Have any of you had experience repainting over Dryvit?
It is Exterior Insulation and Finishing System. Ive been researching it. One back rolled coat of a premium exterior primer and two coats of acrylic? I know they have their own products but i can guess they cost a lot.


----------



## Ohio Painter (Dec 22, 2014)

Last year I done a couple of jobs painting over Dryvit. On one I used two coat of Loxon XP, it dries to a flat finish, worked out great but an expensive product that goes on thick so less coverage / gallon. 
The other I used three coats of SW Resilience in a satin finish. The reason for the three coat job was due to a last minute small repair on a commercial job and it just needed a third coat. Not my preferred method. 

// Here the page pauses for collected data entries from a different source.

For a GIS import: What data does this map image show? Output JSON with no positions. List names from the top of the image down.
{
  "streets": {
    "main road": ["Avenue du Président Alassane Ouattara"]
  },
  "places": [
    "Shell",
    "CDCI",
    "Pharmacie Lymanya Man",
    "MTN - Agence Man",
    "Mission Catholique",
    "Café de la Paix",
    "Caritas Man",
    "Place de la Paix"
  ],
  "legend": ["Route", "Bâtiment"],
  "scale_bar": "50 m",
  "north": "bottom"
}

My preferred method would be primer coat of SW Loxon ( different to the XP) followed by two coats of either of the finish paints mentioned, if you can get the customer to swing for three coats.
Be sure to power wash the [email protected] out of it. It is amazing how much dirt it holds.


----------



## Mike2coat (Nov 12, 2013)

Sounds good. The SW rep said almost the same thing, wash good, one coat of Loxon masonry primer and two coats of paint.


----------



## Boco (May 18, 2013)

Last few years I have been going with PPG diamond 450 for dryvit. looks great and no need to prime. Biggest worry about painting dryvit is the flash. Keep a wet edge and find good breaking points before starting any section. Don't spot prime. Don't paint when its too hot or in direct sunlight.


----------



## Mike2coat (Nov 12, 2013)

Thanks Boko


----------